### Problem details:
Scanning the listing below, tally every line where the string "rows" shows up, then state the count alone.
*** Opening Data provided ***
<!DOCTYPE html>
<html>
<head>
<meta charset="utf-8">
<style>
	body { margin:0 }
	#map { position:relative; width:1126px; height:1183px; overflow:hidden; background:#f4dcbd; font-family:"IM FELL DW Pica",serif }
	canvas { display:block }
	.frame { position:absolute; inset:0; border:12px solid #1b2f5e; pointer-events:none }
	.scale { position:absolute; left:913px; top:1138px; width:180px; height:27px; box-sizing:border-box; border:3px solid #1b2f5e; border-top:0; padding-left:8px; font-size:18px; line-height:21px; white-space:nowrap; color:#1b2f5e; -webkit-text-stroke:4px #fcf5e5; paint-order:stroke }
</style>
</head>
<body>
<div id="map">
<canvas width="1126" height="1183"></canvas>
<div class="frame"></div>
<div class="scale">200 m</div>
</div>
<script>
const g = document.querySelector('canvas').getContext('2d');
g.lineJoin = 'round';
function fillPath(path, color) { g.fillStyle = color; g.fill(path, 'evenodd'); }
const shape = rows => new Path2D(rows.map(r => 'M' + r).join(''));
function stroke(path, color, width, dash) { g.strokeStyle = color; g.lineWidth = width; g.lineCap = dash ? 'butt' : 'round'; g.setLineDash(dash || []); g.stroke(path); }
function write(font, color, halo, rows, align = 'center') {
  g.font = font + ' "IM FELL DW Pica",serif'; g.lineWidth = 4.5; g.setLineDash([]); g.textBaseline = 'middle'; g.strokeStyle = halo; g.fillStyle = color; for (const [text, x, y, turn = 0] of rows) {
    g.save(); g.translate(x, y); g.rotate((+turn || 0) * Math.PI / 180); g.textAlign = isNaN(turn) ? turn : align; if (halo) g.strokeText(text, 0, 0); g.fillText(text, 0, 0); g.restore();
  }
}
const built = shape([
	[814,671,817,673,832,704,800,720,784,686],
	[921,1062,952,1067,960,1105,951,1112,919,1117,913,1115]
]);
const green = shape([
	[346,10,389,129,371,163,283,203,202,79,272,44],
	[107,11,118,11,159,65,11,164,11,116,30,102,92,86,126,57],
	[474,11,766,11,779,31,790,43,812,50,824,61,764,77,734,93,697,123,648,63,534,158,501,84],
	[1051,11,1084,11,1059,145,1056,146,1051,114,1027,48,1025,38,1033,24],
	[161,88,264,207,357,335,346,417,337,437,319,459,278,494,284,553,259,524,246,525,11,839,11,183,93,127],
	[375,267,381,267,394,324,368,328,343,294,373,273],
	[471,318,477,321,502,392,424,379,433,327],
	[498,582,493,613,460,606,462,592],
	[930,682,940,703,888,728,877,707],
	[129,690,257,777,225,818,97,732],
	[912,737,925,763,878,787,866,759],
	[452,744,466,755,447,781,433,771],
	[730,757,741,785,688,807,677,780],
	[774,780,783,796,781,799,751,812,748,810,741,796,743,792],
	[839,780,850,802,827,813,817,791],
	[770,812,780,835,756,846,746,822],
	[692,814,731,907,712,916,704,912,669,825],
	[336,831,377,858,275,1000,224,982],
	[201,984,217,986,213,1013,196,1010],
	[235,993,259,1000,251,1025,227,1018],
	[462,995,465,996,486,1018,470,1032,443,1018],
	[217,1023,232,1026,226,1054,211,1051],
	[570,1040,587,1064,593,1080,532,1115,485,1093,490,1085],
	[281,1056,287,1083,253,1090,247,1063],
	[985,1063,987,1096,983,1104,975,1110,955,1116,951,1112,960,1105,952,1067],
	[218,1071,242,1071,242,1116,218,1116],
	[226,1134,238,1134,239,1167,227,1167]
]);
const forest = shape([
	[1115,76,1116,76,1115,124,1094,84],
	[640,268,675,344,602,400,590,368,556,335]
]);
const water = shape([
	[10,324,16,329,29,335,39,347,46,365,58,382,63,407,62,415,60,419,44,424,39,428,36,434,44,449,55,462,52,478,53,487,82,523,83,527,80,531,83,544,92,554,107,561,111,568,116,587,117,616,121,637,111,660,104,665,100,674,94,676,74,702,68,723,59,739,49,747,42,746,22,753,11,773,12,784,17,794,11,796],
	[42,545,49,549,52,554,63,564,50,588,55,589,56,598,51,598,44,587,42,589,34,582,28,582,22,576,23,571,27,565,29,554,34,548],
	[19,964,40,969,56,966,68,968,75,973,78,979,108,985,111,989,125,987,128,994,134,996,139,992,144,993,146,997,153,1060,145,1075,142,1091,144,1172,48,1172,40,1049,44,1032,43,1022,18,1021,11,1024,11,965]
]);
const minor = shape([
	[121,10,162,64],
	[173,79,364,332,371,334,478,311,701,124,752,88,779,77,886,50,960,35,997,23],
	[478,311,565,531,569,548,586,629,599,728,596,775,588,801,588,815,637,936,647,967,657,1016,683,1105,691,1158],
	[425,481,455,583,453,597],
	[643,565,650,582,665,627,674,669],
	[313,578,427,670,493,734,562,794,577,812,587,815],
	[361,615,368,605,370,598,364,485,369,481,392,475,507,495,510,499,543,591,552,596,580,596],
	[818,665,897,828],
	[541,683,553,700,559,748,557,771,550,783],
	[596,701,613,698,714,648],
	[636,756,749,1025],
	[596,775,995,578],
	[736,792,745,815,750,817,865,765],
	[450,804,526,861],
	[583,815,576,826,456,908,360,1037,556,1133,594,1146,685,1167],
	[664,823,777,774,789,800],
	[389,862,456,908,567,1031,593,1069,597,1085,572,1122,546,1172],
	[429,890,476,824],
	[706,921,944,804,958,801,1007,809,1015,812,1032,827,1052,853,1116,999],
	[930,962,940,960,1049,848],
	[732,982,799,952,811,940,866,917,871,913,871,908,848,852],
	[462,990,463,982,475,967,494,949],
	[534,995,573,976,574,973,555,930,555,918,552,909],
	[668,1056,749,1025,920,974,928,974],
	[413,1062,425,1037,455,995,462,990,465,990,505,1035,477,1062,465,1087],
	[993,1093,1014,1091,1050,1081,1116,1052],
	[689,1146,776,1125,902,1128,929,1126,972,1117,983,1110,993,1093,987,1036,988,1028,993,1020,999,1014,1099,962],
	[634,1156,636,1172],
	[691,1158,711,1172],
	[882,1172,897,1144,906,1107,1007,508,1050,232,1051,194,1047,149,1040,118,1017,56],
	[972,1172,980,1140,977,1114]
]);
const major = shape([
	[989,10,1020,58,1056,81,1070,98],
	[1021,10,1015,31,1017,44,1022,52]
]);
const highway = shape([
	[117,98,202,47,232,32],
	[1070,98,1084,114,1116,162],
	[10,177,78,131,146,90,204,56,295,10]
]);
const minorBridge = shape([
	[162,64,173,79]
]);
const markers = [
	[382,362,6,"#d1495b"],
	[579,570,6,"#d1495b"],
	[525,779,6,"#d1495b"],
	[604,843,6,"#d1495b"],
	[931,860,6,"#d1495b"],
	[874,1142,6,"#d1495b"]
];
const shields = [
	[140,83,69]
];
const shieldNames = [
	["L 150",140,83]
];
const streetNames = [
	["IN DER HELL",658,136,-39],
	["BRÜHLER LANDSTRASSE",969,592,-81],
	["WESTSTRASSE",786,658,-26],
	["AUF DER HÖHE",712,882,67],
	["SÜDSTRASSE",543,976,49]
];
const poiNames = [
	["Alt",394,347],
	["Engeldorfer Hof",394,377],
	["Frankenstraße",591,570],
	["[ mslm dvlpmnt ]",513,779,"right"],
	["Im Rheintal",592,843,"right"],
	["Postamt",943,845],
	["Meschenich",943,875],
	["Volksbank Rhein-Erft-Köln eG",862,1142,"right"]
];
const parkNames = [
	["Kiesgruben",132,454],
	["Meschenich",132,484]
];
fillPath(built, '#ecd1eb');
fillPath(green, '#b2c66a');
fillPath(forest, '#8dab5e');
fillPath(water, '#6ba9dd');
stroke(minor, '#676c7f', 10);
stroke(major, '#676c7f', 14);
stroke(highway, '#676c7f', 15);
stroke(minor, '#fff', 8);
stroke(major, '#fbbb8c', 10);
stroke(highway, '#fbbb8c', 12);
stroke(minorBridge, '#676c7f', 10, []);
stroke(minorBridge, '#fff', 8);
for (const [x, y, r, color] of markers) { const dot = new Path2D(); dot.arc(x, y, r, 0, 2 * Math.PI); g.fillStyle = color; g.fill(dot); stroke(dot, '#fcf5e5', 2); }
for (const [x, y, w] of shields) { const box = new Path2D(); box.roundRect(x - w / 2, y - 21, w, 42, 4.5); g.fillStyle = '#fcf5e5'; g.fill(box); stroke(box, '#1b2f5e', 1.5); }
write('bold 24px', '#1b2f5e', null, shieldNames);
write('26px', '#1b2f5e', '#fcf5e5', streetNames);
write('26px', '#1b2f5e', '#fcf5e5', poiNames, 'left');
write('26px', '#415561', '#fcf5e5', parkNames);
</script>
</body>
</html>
*** Closing Data provided ***
### Exercise output:
3